═══ SOURCE DATA ═══

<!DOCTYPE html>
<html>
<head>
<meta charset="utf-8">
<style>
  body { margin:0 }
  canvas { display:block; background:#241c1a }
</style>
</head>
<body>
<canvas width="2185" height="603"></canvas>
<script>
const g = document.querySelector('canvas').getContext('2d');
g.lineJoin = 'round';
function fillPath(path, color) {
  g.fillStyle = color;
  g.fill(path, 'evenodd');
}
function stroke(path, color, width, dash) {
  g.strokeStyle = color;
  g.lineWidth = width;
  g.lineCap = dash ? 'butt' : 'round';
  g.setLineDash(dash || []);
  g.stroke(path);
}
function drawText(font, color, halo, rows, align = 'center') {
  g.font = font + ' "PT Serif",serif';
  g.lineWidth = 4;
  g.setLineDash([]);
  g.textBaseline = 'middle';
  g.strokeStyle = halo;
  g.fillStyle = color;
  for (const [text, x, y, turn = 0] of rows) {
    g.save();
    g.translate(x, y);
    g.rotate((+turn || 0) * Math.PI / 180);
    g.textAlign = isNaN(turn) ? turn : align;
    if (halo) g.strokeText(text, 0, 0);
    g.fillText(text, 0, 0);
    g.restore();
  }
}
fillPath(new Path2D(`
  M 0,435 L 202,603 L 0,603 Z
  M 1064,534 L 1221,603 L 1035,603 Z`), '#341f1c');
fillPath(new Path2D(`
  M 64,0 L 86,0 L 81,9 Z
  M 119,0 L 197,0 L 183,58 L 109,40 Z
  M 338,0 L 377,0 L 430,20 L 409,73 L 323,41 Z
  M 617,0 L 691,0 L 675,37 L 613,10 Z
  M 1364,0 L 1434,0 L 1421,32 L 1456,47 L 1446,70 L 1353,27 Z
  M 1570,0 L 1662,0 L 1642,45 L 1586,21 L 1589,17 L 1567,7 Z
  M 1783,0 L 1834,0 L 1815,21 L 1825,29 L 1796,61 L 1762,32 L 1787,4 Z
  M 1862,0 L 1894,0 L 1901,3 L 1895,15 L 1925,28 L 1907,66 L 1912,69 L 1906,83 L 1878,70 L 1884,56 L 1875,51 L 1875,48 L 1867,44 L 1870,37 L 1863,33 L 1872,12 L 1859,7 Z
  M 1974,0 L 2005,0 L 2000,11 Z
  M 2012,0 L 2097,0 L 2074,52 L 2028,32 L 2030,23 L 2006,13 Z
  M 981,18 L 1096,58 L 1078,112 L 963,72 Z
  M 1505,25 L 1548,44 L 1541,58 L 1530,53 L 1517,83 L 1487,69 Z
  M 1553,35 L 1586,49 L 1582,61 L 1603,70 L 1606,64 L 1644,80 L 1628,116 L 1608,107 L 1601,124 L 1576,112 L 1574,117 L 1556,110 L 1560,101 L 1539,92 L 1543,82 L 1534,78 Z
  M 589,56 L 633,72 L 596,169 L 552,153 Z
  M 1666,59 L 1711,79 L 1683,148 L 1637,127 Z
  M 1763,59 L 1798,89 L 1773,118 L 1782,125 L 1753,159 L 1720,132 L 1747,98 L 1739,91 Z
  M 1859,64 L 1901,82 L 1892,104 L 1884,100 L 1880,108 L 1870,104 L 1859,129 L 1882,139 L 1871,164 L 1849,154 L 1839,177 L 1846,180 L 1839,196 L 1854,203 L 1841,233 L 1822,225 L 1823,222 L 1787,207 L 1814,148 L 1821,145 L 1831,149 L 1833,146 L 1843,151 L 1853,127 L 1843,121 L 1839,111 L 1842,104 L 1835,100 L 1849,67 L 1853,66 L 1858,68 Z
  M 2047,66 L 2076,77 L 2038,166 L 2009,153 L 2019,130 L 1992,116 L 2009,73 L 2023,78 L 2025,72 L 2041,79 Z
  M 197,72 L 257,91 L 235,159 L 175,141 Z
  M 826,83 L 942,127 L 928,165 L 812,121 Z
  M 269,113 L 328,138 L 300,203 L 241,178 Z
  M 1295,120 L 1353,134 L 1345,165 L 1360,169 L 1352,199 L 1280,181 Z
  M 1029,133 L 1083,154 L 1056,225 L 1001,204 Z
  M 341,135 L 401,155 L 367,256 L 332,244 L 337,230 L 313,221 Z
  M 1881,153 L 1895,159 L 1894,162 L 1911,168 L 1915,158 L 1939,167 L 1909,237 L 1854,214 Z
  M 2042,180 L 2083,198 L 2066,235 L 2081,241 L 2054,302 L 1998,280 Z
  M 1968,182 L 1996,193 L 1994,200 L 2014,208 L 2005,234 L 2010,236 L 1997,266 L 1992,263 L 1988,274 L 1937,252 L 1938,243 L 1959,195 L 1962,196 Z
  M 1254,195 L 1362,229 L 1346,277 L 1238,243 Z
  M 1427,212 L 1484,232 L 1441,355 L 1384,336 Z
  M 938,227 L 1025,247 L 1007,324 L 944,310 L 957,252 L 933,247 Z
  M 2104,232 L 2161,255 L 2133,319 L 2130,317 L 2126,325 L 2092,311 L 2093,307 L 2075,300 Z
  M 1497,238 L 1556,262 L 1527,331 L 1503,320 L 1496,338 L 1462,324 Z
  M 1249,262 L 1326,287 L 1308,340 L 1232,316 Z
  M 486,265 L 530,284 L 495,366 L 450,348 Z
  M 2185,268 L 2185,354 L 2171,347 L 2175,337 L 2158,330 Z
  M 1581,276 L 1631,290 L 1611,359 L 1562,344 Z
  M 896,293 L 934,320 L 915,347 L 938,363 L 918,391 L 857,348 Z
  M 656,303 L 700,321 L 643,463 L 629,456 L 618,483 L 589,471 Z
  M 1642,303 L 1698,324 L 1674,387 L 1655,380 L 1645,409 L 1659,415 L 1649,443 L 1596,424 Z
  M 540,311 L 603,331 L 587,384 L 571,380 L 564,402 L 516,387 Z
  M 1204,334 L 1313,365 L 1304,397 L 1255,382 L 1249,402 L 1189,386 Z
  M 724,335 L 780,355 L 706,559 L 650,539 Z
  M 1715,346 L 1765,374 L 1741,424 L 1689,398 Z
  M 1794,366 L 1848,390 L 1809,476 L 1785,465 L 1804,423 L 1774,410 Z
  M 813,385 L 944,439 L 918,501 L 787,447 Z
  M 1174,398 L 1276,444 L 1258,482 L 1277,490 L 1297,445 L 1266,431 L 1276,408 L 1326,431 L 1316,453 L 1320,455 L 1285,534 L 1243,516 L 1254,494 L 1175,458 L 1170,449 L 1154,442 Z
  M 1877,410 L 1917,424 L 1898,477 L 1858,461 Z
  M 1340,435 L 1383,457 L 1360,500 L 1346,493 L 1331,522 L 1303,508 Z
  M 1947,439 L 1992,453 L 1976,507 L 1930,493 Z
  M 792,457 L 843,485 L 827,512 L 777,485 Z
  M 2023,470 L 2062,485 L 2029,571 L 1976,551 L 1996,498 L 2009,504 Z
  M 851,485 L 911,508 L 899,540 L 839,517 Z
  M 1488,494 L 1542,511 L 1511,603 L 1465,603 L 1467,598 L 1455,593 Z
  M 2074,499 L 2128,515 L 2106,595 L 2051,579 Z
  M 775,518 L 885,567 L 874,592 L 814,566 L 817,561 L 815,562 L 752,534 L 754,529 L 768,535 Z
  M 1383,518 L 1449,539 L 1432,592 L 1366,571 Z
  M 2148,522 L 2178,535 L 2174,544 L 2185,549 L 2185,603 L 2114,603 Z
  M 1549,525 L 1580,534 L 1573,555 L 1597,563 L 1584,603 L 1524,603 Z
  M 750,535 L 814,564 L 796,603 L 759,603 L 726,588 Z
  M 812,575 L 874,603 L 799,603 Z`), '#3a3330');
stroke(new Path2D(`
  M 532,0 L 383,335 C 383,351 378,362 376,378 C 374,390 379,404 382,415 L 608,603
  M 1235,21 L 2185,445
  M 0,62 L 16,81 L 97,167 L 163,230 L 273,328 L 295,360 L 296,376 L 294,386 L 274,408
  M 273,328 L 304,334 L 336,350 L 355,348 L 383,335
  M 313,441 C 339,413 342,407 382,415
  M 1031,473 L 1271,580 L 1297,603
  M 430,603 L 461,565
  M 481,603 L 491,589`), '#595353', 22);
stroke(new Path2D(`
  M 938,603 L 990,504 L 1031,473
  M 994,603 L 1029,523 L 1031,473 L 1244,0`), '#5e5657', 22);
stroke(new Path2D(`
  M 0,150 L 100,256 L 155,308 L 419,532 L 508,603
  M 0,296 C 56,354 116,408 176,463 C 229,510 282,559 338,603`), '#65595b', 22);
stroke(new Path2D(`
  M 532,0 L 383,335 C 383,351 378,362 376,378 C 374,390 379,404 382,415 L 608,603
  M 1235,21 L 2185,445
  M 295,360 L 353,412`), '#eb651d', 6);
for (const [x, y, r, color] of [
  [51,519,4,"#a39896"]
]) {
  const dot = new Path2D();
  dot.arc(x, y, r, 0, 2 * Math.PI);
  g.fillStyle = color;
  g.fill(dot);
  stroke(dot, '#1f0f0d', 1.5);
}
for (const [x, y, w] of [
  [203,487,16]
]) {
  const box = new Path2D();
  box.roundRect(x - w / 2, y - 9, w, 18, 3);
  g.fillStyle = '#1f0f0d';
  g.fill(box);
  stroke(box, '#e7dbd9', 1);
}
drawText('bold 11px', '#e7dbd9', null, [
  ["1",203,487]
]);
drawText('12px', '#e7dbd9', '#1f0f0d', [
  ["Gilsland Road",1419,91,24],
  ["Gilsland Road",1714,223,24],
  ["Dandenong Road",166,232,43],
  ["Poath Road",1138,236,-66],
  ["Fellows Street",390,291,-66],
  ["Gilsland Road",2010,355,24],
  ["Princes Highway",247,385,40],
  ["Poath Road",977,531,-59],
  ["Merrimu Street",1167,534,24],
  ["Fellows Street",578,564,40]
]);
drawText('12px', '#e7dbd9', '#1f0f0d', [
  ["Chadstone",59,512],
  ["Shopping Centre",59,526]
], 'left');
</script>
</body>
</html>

═══
═══ SOURCE DATA ═══

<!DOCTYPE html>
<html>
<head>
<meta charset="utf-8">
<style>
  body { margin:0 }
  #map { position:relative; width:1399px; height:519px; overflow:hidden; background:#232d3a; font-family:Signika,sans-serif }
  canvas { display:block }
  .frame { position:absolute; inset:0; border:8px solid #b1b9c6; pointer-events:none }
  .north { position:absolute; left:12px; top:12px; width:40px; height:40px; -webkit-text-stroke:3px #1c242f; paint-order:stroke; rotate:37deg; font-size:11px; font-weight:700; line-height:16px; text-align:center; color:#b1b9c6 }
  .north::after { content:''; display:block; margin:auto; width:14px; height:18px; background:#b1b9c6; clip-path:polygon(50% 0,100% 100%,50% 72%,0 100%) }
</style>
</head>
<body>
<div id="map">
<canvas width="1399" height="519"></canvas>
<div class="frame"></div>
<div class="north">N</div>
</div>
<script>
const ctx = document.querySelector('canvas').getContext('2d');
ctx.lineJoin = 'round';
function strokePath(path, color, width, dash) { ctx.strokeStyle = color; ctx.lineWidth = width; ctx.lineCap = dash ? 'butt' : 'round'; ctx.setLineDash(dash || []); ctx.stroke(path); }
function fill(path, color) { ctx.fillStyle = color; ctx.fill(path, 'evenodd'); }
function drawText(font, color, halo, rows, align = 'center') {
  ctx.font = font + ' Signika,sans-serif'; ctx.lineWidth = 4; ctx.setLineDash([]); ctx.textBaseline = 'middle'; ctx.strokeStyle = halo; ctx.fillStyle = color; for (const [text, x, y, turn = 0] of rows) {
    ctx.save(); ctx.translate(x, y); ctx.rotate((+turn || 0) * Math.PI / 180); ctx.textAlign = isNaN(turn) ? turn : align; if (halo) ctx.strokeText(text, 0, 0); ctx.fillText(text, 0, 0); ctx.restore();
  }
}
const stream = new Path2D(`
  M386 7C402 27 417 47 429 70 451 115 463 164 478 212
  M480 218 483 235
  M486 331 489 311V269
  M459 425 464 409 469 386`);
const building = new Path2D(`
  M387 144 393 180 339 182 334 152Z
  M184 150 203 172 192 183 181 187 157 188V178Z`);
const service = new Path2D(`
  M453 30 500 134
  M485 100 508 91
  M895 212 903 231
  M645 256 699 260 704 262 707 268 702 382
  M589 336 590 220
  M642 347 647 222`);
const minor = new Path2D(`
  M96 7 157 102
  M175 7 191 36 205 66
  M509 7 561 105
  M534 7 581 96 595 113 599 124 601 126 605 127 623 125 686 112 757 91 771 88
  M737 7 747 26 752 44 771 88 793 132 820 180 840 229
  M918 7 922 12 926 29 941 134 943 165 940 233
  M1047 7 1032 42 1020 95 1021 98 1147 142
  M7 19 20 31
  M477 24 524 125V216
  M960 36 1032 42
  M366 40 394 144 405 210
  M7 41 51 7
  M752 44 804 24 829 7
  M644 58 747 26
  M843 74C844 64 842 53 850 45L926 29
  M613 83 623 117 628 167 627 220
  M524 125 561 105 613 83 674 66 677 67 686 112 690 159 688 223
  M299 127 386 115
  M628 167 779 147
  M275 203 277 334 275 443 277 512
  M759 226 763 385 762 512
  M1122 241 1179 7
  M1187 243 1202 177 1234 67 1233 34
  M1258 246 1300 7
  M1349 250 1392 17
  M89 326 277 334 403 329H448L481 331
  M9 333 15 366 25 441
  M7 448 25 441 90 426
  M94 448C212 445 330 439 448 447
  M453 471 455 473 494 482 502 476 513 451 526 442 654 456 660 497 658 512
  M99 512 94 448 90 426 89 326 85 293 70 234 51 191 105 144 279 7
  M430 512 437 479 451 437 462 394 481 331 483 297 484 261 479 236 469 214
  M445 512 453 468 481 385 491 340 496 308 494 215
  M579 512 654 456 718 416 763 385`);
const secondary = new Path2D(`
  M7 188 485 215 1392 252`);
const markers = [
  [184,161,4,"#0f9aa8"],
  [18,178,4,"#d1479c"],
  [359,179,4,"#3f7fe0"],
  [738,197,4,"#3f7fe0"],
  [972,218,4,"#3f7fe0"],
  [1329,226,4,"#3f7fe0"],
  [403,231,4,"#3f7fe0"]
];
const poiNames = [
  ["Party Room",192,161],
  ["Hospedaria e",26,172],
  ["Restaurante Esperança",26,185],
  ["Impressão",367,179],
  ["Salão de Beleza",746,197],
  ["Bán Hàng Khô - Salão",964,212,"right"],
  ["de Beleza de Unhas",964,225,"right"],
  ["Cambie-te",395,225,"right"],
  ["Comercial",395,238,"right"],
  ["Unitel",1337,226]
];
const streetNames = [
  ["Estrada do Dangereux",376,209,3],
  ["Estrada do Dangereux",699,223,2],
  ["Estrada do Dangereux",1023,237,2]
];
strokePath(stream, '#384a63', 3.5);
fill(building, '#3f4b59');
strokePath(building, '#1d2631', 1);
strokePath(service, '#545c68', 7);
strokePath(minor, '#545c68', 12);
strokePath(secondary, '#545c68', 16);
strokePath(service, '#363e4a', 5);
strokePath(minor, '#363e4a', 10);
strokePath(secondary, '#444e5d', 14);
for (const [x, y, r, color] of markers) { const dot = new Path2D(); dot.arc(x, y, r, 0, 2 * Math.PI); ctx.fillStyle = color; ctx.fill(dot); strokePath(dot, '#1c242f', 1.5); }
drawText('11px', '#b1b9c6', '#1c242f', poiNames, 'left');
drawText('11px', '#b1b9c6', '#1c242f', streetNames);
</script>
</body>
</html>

═══

PROBLEM TO SOLVE: Only one stretch of the data above is needed. Restate it word for word, from the line containing "g.rotate((+turn || 0) * Math.PI / 180);" through the line containing "M 2012,0 L 2097,0", both ends included.

RESPONSE BELOW:
    g.rotate((+turn || 0) * Math.PI / 180);
    g.textAlign = isNaN(turn) ? turn : align;
    if (halo) g.strokeText(text, 0, 0);
    g.fillText(text, 0, 0);
    g.restore();
  }
}
fillPath(new Path2D(`
  M 0,435 L 202,603 L 0,603 Z
  M 1064,534 L 1221,603 L 1035,603 Z`), '#341f1c');
fillPath(new Path2D(`
  M 64,0 L 86,0 L 81,9 Z
  M 119,0 L 197,0 L 183,58 L 109,40 Z
  M 338,0 L 377,0 L 430,20 L 409,73 L 323,41 Z
  M 617,0 L 691,0 L 675,37 L 613,10 Z
  M 1364,0 L 1434,0 L 1421,32 L 1456,47 L 1446,70 L 1353,27 Z
  M 1570,0 L 1662,0 L 1642,45 L 1586,21 L 1589,17 L 1567,7 Z
  M 1783,0 L 1834,0 L 1815,21 L 1825,29 L 1796,61 L 1762,32 L 1787,4 Z
  M 1862,0 L 1894,0 L 1901,3 L 1895,15 L 1925,28 L 1907,66 L 1912,69 L 1906,83 L 1878,70 L 1884,56 L 1875,51 L 1875,48 L 1867,44 L 1870,37 L 1863,33 L 1872,12 L 1859,7 Z
  M 1974,0 L 2005,0 L 2000,11 Z
  M 2012,0 L 2097,0 L 2074,52 L 2028,32 L 2030,23 L 2006,13 Z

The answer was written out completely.